■ PROBLEM DESCRIPTION
Could you count the lines in the entries beneath that hold the word "serif"? Respond with the number alone.

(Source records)
============
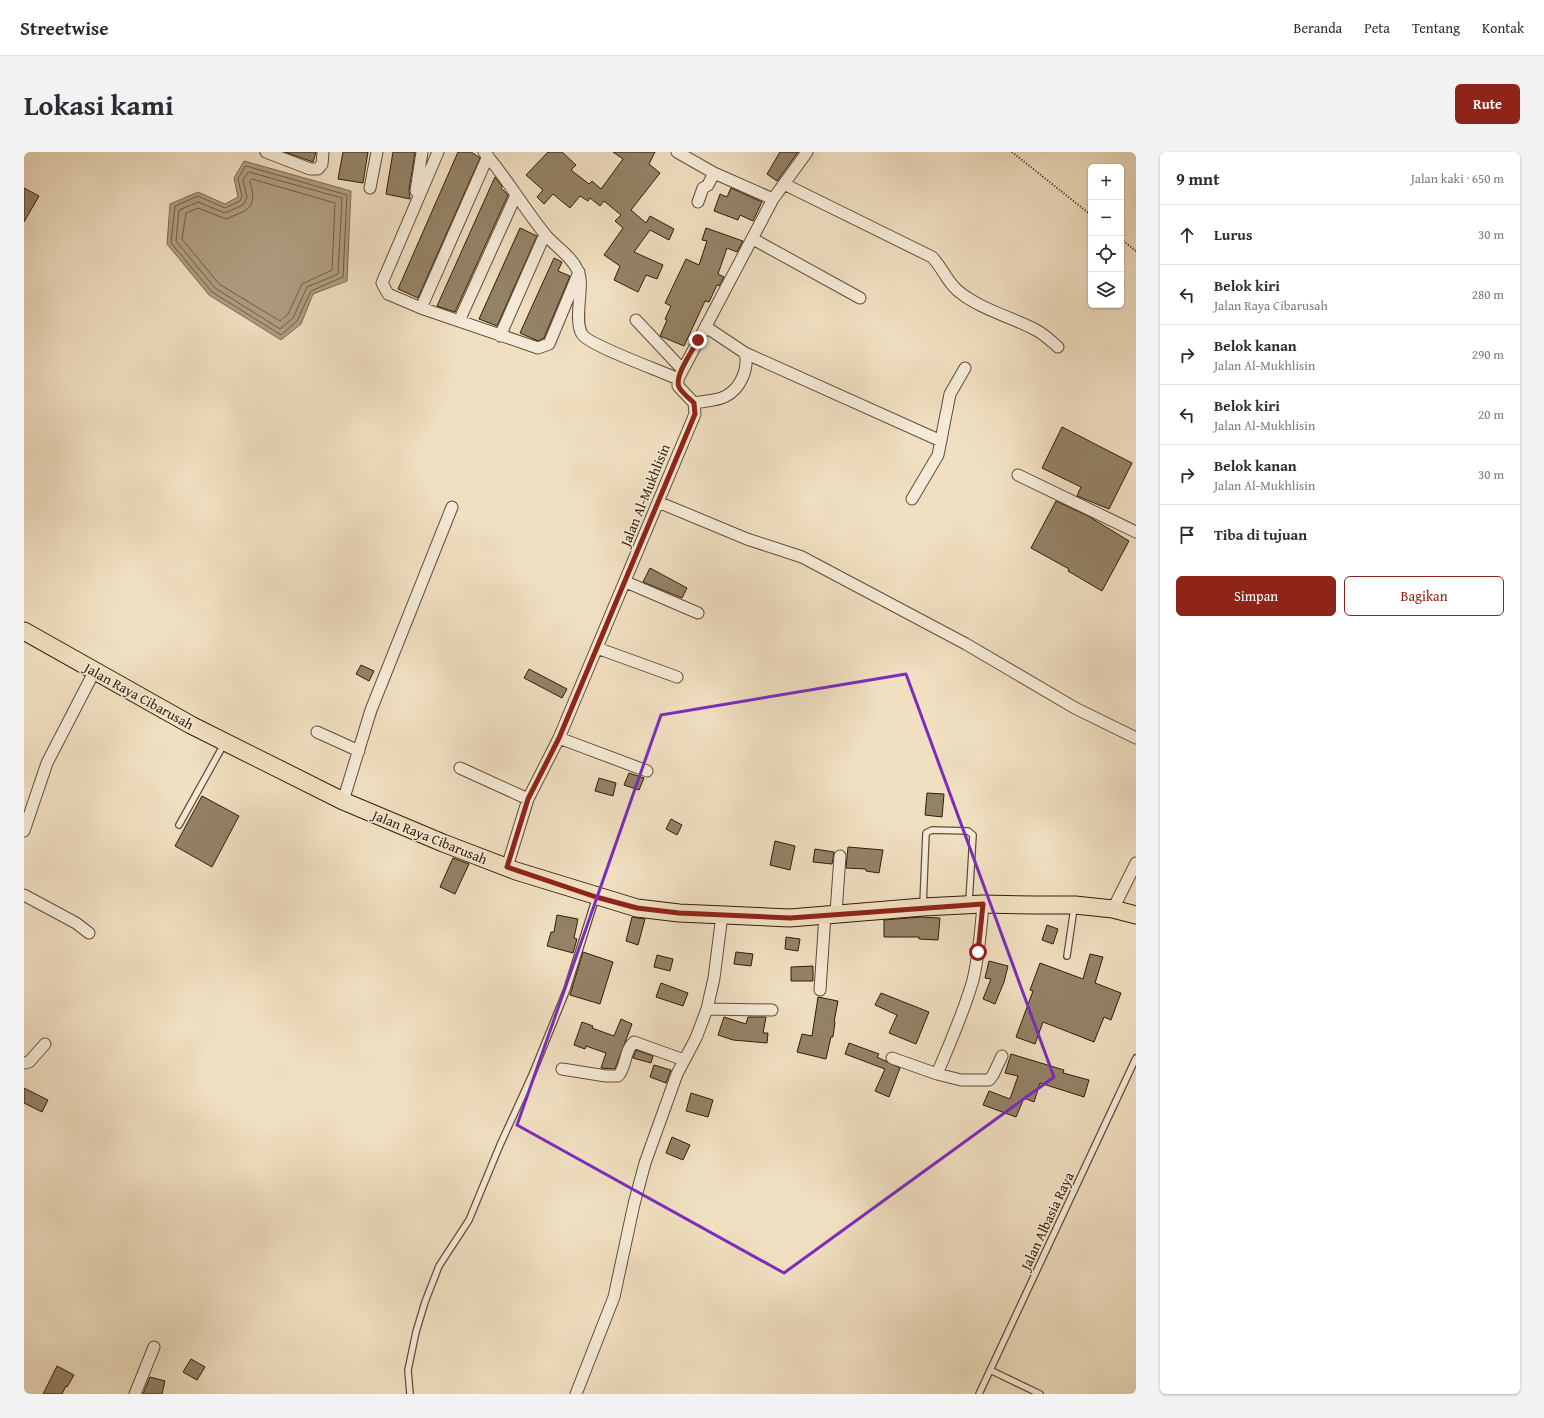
<!DOCTYPE html>
<html lang="id">
<meta charset="utf-8">
<style>
body{margin:0;font-family:"Gentium Book Plus",serif;background:#f2f2f3;color:#2b2b33}
.controls{position:absolute;right:12px;top:12px;display:grid;overflow:hidden;border-radius:6px;box-shadow:0 1px 3px #0004}
.controls button{width:36px;height:36px;display:grid;place-items:center;padding:0;border:0;border-bottom:1px solid #e1e1e2;background:#fff;color:#2b2b33;font:20px sans-serif}
.stop{position:absolute;width:12px;height:12px;margin:-9px;border:3px solid #8f2418;border-radius:50%;background:#fff}
.stop.end{background:#8f2418;border-color:#fff;box-shadow:0 1px 4px #0008}
.list{margin:0;padding:0;list-style:none}
h2{display:flex;justify-content:space-between;align-items:center;height:52px;margin:0;padding:0 16px;font-size:17px}
h2 small{font-size:13px;font-weight:400;color:#7c7c81}
.list li{display:grid;grid-template-columns:26px 1fr auto;gap:12px;align-items:center;box-sizing:border-box;height:60px;padding:0 16px;border-top:1px solid #e1e1e2}
.list b{display:block;font-size:15px;white-space:nowrap}
.list p{margin:0;font-size:13px;white-space:nowrap;color:#7c7c81}
.list em{font-size:13px;font-style:normal;color:#7c7c81}
.actions{display:flex;gap:8px;padding:12px 16px}
.actions a{flex:1;padding:9px 0;border:1px solid #8f2418;border-radius:6px;text-align:center;font-size:14px;color:#8f2418}
.actions .main{background:#8f2418;color:#fff}
.icon{flex:none;width:22px;height:22px;fill:none;stroke:currentColor;stroke-width:2;stroke-linecap:round;stroke-linejoin:round}
.map{position:relative;flex:none;width:1112px;height:1242px;overflow:hidden;border-radius:6px}
header{display:flex;align-items:center;gap:24px;box-sizing:border-box;height:56px;padding:0 20px;background:#fff;border-bottom:1px solid #e1e1e2}
header strong{font-size:19px}
nav{display:flex;gap:22px;margin-inline-start:auto;font-size:14px}
.intro{display:flex;align-items:center;justify-content:space-between;box-sizing:border-box;height:96px;padding:0 24px}
h1{margin:0;font-size:28px}
.button{padding:10px 18px;border-radius:6px;background:#8f2418;color:#fff;font-size:14px;font-weight:700}
main{display:flex;gap:24px;padding:0 24px}
aside{flex:1;background:#fff;border-radius:6px;box-shadow:0 1px 3px #0004}
.map>svg:first-child{display:block}
</style>
<header>
<strong>Streetwise</strong>
<nav><a>Beranda</a><a>Peta</a><a>Tentang</a><a>Kontak</a></nav>
</header>
<div class="intro"><h1>Lokasi kami</h1><a class="button">Rute</a></div>
<main>
<div class="map">
<svg width="1112" height="1242" viewBox="0 0 1112 1242">
<rect width="100%" height="100%" fill="#f0dfc1"/>
<filter id="stains"><feTurbulence type="fractalNoise" baseFrequency=".005" numOctaves="4"/><feColorMatrix values="0 0 0 0 .2 0 0 0 0 .09 0 0 0 0 .02 0 0 0 .5 -.17"/></filter>
<radialGradient id="worn" r=".72"><stop offset=".6" stop-color="#630" stop-opacity="0"/><stop offset="1" stop-color="#630" stop-opacity=".3"/></radialGradient>
<path fill="#af9d81" stroke="#7c6a50" d="M 220,9 L 327,39 L 323,129 L 289,142 L 277,172 L 257,188 L 185,143 L 143,92 L 146,52 L 174,40 L 201,52 L 214,45 L 210,26 Z"/>
<g fill="none" stroke-linecap="round" stroke-linejoin="round">
<path stroke="#705d44" stroke-width="1" d="M 222,14 L 323,43 L 319,125 L 287,139 L 273,169 L 257,183 L 188,140 L 147,91 L 151,54 L 174,44 L 201,56 L 216,49 L 218,44 L 214,27 Z
M 225,20 L 318,46 L 314,122 L 283,135 L 269,166 L 256,177 L 191,136 L 152,89 L 155,58 L 174,50 L 201,61 L 219,53 L 223,45 L 219,28 Z
M 228,27 L 311,51 L 308,118 L 278,132 L 264,162 L 256,169 L 195,132 L 158,87 L 162,61 L 174,56 L 202,67 L 221,59 L 227,53 L 229,43 L 226,29 Z"/>
</g>
<path fill="#948267" stroke="#301d06" d="M 261,0 L 292,0 L 289,10 Z
M 319,0 L 344,0 L 339,31 L 314,27 Z
M 369,0 L 391,0 L 385,38 L 386,47 L 362,42 Z
M 434,0 L 447,0 L 456,6 L 394,146 L 374,137 Z
M 524,0 L 538,0 L 552,13 L 547,18 L 565,32 L 568,29 L 577,37 L 599,7 L 589,0 L 631,0 L 625,12 L 636,21 L 607,58 L 622,71 L 626,64 L 650,77 L 645,88 L 626,78 L 610,100 L 639,113 L 633,127 L 622,123 L 614,140 L 590,128 L 596,114 L 580,103 L 599,76 L 591,69 L 597,63 L 580,49 L 576,54 L 566,46 L 564,49 L 556,44 L 546,56 L 529,42 L 520,52 L 513,45 L 519,38 L 502,23 Z
M 756,0 L 774,0 L 753,29 L 743,22 Z
M 471,25 L 478,34 L 477,36 L 484,43 L 431,160 L 413,154 Z
M 0,36 L 15,44 L 0,70 Z
M 707,36 L 738,50 L 729,69 L 716,63 L 714,68 L 690,59 L 696,42 L 703,45 Z
M 496,76 L 513,84 L 473,174 L 455,167 Z
M 682,76 L 719,89 L 713,100 L 703,96 L 694,122 L 700,125 L 695,134 L 693,133 L 685,150 L 681,149 L 660,194 L 636,184 L 643,168 L 641,167 L 647,154 L 641,151 L 662,107 L 675,113 L 683,89 L 678,88 Z
M 530,106 L 538,110 L 534,119 L 546,124 L 520,186 L 514,189 L 496,181 Z
M 1038,275 L 1108,311 L 1085,357 L 1053,344 L 1057,335 L 1018,316 Z
M 1032,349 L 1064,364 L 1105,389 L 1078,439 L 1044,419 L 1045,417 L 1007,396 Z
M 626,416 L 663,436 L 658,446 L 619,430 Z
M 337,513 L 350,519 L 345,529 L 332,522 Z
M 505,517 L 543,537 L 538,546 L 500,526 Z
M 605,621 L 620,626 L 615,638 L 600,633 Z
M 575,626 L 592,631 L 589,644 L 571,639 Z
M 903,641 L 920,642 L 918,665 L 901,663 Z
M 178,644 L 215,664 L 188,715 L 151,694 Z
M 647,667 L 658,673 L 653,683 L 642,677 Z
M 751,689 L 771,694 L 766,718 L 746,713 Z
M 824,695 L 859,698 L 855,721 L 842,719 L 842,717 L 822,716 Z
M 791,697 L 810,700 L 808,712 L 789,710 Z
M 429,706 L 445,712 L 431,742 L 416,735 Z
M 533,763 L 554,767 L 550,786 L 553,787 L 549,801 L 523,794 L 527,780 L 530,780 Z
M 608,765 L 621,767 L 614,793 L 602,789 Z
M 897,765 L 916,766 L 914,788 L 895,787 L 895,785 L 860,785 L 860,768 Z
M 1023,773 L 1034,777 L 1029,792 L 1018,788 Z
M 762,785 L 776,787 L 774,799 L 761,797 Z
M 559,800 L 589,810 L 576,852 L 546,843 Z
M 712,800 L 729,802 L 727,814 L 710,812 Z
M 1066,802 L 1079,805 L 1071,831 L 1097,841 L 1087,868 L 1080,865 L 1070,890 L 1019,870 L 1011,892 L 992,885 L 1009,839 L 1006,838 L 1016,811 L 1059,827 Z
M 633,803 L 649,807 L 646,819 L 630,815 Z
M 965,809 L 984,814 L 980,830 L 971,852 L 959,847 L 967,827 L 961,826 Z
M 789,814 L 789,829 L 767,829 L 767,815 Z
M 637,831 L 664,841 L 659,854 L 632,845 Z
M 857,841 L 905,860 L 892,892 L 865,881 L 873,863 L 851,853 Z
M 794,845 L 814,849 L 810,870 L 811,870 L 809,885 L 807,885 L 802,907 L 773,900 L 778,882 L 788,884 Z
M 700,865 L 722,872 L 724,865 L 742,865 L 739,881 L 744,881 L 743,891 L 709,888 L 694,883 Z
M 597,867 L 608,872 L 591,917 L 577,916 L 582,901 L 562,894 L 561,897 L 550,893 L 558,870 L 569,874 L 568,876 L 590,884 Z
M 825,891 L 855,902 L 853,905 L 876,916 L 865,945 L 851,939 L 861,917 L 821,902 Z
M 612,898 L 629,904 L 627,911 L 609,906 Z
M 987,902 L 1040,918 L 1039,921 L 1065,928 L 1060,945 L 1016,931 L 1010,950 L 1000,946 L 992,965 L 959,953 L 965,939 L 986,947 L 994,924 L 981,921 Z
M 630,913 L 647,918 L 642,931 L 626,925 Z
M 0,936 L 24,948 L 18,960 L 0,951 Z
M 667,941 L 689,948 L 684,965 L 662,959 Z
M 648,985 L 666,993 L 659,1008 L 642,1001 Z
M 167,1207 L 181,1215 L 173,1228 L 159,1220 Z
M 33,1214 L 50,1223 L 43,1235 L 42,1234 L 38,1242 L 19,1242 Z
M 126,1225 L 141,1229 L 138,1242 L 119,1242 Z"/>
<g fill="none" stroke-linecap="round" stroke-linejoin="round">
<g stroke="#604e35" stroke-width="8">
<path id="service" d="M 155,673 L 200,592
M 899,753 L 902,681 L 908,678 L 944,679 L 949,683 L 945,750
M 1043,804 L 1050,756
M 966,1218 L 1016,1242
M 386,1242 L 384,1218 L 392,1180 L 401,1150 L 415,1114 L 445,1068 L 476,993 L 508,923 L 543,837 L 572,745
M 955,1242 L 1112,906"/>
</g>
<g stroke="#604e35" stroke-width="13">
<path id="minor" d="M 242,0 L 286,17 L 294,17 L 298,12 L 299,0
M 414,0 L 358,131 L 364,142 L 397,156 L 514,196 L 525,192 L 555,120
M 460,0 C 482,25 499,55 520,81 C 530,94 547,103 554,119 C 561,132 549,168 558,182 C 564,193 637,219 654,227
M 653,0 L 690,21 L 749,47
M 760,32 L 908,105 C 918,115 922,128 933,138 C 955,157 985,164 1010,177 C 1019,181 1027,189 1034,195
M 346,36 L 353,0
M 392,39 L 398,0
M 674,50 L 679,36 L 684,33 L 690,21
M 729,87 L 836,146
M 397,156 L 464,4
M 612,168 L 658,217
M 435,169 L 492,43
M 476,184 L 521,82
M 721,201 L 917,289
M 670,251 C 680,249 693,249 702,244 C 717,236 725,216 721,201 L 682,175
M 994,323 L 1112,380
M 888,347 L 914,303 L 926,242 L 941,216
M 634,350 L 723,387 L 778,405 L 942,492 L 1051,556 L 1112,586
M 602,430 L 674,461
M 573,496 L 653,525
M 293,580 L 335,599
M 535,586 L 623,619
M 436,616 L 504,647
M 319,649 L 347,558 L 428,355
M 0,679 L 23,611 L 70,520
M 483,715 L 504,647 L 535,586 L 671,262 L 670,251 L 654,234 L 654,227 L 749,47 L 783,0
M 0,743 L 52,771 L 65,781
M 1089,757 L 1112,711
M 812,761 L 816,704
M 796,838 L 801,763
M 683,857 L 748,858
M 868,906 L 913,922 C 926,891 940,860 949,828 C 955,803 957,778 959,752
M 0,911 L 5,910 L 21,892
M 538,917 L 582,924 L 594,924 C 603,915 600,898 610,890 L 660,908
M 913,922 L 937,928 L 965,928 L 969,923 L 978,904
M 111,1242 L 130,1195
M 552,1242 L 590,1145 L 610,1052 L 621,1011 L 653,922 L 672,886 L 683,857 L 690,826 L 698,763"/>
</g>
<g stroke="#301d06" stroke-width="19">
<path id="primary" d="M 0,479 L 167,573 L 319,649 L 419,691 L 492,719 L 613,756 L 655,761 L 766,766 L 899,755 L 959,752 L 1010,753 L 1051,753 L 1089,757 L 1112,763"/>
</g>
<path stroke="#301d06" stroke-width="2" stroke-dasharray="1 2" stroke-linecap="butt" d="M 988,0 L 1067,63
M 1097,87 L 1112,99"/>
<use href="#service" stroke="#f5ead7" stroke-width="5.5"/>
<use href="#minor" stroke="#f5ead7" stroke-width="11"/>
<use href="#primary" stroke="#f0dfc1" stroke-width="17"/>
</g>
<g fill="none" stroke-linecap="round" stroke-linejoin="round">
<path stroke="#8f2418" stroke-width="5" d="M 674,188 C 669,198 650,224 655,235 C 658,241 665,246 670,251 L 671,262 L 535,586 L 504,647 L 483,715 L 572,745 L 613,756 L 655,761 L 766,766 L 959,752 L 954,800"/>
</g>
<path fill="none" stroke="#7b2cbf" stroke-width="3" stroke-linejoin="round" d="M 882,522 L 1030,925 L 760,1121 L 493,973 L 637,563 Z"/>
<g text-anchor="middle" dominant-baseline="central" stroke-width="3" stroke-linejoin="round" paint-order="stroke">
<g font-size="14" fill="#301d06" stroke="#f5ead7">
<text transform="translate(621 343) rotate(-68)">Jalan Al-Mukhlisin</text>
<text transform="translate(115 544) rotate(29)">Jalan Raya Cibarusah</text>
<text transform="translate(406 685) rotate(22)">Jalan Raya Cibarusah</text>
<text transform="translate(1023 1069) rotate(-65)">Jalan Albasia Raya</text>
</g>
</g>
<rect width="100%" height="100%" filter="url(#stains)"/>
<rect width="100%" height="100%" fill="url(#worn)"/>
</svg>
<div class="controls">
<button>+</button>
<button>−</button>
<button><svg class="icon" aria-label="locate" viewBox="0 0 24 24"><circle cx="12" cy="12" r="6"/><path d="M12 2v4M12 18v4M2 12h4M18 12h4"/></svg></button>
<button><svg class="icon" aria-label="layers" viewBox="0 0 24 24"><path d="M12 4l9 5-9 5-9-5zM3 14l9 5 9-5"/></svg></button>
</div>
<div class="stop" style="left:954px;top:800px"></div>
<div class="stop end" style="left:674px;top:188px"></div>
</div>
<aside>
<h2>9 mnt<small>Jalan kaki · 650 m</small></h2>
<ul class="list">
<li><svg class="icon" aria-label="ahead" viewBox="0 0 24 24"><path d="M12 20V5M6 11l6-6 6 6"/></svg><div><b>Lurus</b></div><em>30 m</em></li>
<li><svg class="icon" aria-label="left" viewBox="0 0 24 24"><path d="M17 20v-9H6M10 6l-5 5 5 5"/></svg><div><b>Belok kiri</b><p>Jalan Raya Cibarusah</p></div><em>280 m</em></li>
<li><svg class="icon" aria-label="right" viewBox="0 0 24 24"><path d="M7 20v-9h11M14 6l5 5-5 5"/></svg><div><b>Belok kanan</b><p>Jalan Al-Mukhlisin</p></div><em>290 m</em></li>
<li><svg class="icon" aria-label="left" viewBox="0 0 24 24"><path d="M17 20v-9H6M10 6l-5 5 5 5"/></svg><div><b>Belok kiri</b><p>Jalan Al-Mukhlisin</p></div><em>20 m</em></li>
<li><svg class="icon" aria-label="right" viewBox="0 0 24 24"><path d="M7 20v-9h11M14 6l5 5-5 5"/></svg><div><b>Belok kanan</b><p>Jalan Al-Mukhlisin</p></div><em>30 m</em></li>
<li><svg class="icon" aria-label="arrive" viewBox="0 0 24 24"><path d="M6 21V4h12l-3 4 3 4H6"/></svg><div><b>Tiba di tujuan</b></div></li>
</ul>
<div class="actions"><a class="main">Simpan</a><a>Bagikan</a></div>
</aside>
</main>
============
■ EXPECTED OUTPUT
2